[Start of Attachment]
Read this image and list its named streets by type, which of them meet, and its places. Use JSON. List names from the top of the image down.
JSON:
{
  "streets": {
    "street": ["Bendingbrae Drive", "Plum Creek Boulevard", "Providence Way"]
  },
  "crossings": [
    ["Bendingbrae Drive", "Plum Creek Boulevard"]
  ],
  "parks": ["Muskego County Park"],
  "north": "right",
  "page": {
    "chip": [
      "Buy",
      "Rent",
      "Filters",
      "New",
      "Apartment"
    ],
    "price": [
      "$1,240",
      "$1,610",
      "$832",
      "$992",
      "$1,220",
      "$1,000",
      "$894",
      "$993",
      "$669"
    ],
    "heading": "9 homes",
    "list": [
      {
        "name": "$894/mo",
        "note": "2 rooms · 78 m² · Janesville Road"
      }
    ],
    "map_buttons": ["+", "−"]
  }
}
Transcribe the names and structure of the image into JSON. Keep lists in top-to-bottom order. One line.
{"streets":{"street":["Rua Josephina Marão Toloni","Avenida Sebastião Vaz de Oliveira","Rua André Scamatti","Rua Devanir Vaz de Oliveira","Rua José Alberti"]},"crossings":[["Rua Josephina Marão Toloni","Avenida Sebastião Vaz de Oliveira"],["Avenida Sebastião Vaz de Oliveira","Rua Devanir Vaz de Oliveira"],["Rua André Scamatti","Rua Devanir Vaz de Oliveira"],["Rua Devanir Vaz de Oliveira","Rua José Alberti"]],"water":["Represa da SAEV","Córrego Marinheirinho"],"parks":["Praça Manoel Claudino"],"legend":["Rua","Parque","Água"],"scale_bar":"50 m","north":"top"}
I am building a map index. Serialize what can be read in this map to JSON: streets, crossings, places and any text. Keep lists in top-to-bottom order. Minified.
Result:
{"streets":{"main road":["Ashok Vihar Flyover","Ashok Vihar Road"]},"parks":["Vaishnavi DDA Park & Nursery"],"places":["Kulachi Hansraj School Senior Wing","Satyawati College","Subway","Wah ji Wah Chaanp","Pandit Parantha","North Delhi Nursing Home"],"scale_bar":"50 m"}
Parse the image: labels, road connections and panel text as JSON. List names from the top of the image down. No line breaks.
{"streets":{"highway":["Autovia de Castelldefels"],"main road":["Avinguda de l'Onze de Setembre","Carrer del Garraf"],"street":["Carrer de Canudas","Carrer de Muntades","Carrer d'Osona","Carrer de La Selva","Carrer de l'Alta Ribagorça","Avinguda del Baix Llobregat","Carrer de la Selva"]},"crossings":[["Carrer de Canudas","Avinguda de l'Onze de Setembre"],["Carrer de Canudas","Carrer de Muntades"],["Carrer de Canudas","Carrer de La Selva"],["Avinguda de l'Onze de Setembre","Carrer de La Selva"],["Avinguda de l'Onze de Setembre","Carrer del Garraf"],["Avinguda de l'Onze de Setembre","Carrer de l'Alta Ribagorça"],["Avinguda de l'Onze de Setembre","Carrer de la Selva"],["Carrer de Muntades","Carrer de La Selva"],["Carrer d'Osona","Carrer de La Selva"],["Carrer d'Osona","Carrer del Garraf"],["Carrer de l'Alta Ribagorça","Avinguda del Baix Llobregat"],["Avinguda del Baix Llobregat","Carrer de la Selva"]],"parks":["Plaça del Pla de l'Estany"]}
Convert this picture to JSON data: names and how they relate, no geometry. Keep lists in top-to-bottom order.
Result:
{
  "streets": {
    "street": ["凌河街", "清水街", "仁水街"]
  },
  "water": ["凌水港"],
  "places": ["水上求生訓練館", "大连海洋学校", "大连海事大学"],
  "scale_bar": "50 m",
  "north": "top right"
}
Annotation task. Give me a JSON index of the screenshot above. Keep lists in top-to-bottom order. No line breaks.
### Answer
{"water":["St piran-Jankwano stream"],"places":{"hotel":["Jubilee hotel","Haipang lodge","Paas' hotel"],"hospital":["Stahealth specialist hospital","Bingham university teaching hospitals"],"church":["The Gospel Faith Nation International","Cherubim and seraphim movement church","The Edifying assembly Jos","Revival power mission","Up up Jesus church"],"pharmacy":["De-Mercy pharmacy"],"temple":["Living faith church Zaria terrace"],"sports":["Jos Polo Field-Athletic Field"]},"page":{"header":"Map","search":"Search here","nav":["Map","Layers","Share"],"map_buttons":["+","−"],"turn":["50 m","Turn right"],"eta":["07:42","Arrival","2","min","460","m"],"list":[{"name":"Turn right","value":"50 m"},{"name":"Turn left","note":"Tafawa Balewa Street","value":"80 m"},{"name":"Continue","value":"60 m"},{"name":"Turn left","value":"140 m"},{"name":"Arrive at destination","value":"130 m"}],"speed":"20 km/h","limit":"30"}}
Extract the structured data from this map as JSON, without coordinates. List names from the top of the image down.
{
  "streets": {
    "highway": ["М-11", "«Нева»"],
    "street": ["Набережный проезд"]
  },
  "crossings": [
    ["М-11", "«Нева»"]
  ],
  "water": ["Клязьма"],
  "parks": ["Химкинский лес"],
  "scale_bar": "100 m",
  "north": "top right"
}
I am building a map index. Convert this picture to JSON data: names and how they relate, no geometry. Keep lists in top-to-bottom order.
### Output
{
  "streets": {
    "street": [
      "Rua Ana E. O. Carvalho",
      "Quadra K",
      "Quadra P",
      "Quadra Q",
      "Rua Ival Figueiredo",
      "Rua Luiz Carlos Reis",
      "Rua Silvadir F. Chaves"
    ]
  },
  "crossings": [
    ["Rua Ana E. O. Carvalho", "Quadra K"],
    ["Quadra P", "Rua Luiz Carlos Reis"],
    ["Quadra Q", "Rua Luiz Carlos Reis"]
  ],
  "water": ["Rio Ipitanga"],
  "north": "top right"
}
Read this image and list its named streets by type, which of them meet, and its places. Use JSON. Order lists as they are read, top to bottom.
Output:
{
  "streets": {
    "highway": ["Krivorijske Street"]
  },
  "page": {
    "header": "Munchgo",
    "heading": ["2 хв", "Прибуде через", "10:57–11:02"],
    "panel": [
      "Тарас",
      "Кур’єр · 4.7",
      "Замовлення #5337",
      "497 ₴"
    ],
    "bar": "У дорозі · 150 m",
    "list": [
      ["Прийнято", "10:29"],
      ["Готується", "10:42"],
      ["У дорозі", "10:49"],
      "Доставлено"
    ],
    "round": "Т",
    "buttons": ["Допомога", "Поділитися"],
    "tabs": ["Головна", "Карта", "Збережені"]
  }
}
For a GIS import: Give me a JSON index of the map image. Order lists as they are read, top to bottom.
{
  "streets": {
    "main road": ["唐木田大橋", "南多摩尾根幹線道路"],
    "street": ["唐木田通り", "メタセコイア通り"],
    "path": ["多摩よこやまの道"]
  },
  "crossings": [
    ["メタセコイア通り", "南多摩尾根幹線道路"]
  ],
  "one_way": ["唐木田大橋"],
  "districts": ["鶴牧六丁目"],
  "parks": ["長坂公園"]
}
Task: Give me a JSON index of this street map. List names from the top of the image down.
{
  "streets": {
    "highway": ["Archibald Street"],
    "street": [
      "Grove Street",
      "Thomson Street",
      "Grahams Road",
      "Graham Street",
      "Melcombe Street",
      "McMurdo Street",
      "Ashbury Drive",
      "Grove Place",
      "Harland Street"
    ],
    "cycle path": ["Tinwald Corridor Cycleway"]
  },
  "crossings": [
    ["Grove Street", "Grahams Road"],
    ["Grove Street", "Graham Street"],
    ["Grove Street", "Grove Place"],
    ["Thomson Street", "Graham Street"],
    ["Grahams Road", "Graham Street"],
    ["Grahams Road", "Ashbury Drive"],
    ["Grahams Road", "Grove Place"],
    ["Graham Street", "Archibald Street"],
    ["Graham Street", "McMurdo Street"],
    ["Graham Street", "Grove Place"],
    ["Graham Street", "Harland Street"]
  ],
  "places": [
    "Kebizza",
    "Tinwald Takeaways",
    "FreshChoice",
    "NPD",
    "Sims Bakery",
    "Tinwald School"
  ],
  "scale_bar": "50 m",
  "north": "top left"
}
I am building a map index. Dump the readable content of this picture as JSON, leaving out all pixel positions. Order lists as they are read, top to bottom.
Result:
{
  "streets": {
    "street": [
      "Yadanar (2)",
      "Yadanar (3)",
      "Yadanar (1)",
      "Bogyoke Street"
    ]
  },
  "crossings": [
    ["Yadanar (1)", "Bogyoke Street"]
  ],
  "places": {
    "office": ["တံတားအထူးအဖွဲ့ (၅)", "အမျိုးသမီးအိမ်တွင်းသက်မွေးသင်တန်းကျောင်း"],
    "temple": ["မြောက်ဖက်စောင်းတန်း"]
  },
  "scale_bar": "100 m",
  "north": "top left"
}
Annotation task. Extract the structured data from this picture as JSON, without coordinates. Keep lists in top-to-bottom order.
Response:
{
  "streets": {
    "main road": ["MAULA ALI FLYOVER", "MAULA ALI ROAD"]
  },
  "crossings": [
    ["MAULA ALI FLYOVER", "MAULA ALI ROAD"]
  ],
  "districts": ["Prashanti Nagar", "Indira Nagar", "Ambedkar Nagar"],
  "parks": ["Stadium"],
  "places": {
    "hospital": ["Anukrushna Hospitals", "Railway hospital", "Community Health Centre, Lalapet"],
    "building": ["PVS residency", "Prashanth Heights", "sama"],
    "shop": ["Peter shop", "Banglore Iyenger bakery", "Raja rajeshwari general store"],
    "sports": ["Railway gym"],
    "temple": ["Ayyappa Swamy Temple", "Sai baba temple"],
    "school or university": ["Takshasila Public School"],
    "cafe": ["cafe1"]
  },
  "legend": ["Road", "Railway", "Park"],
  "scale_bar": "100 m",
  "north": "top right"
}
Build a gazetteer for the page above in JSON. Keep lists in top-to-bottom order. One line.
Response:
[End of Attachment]
> [Task item]: If a line of the records above contains the word "type", count it; then give the total and nothing more.

> [Expected answer]: 2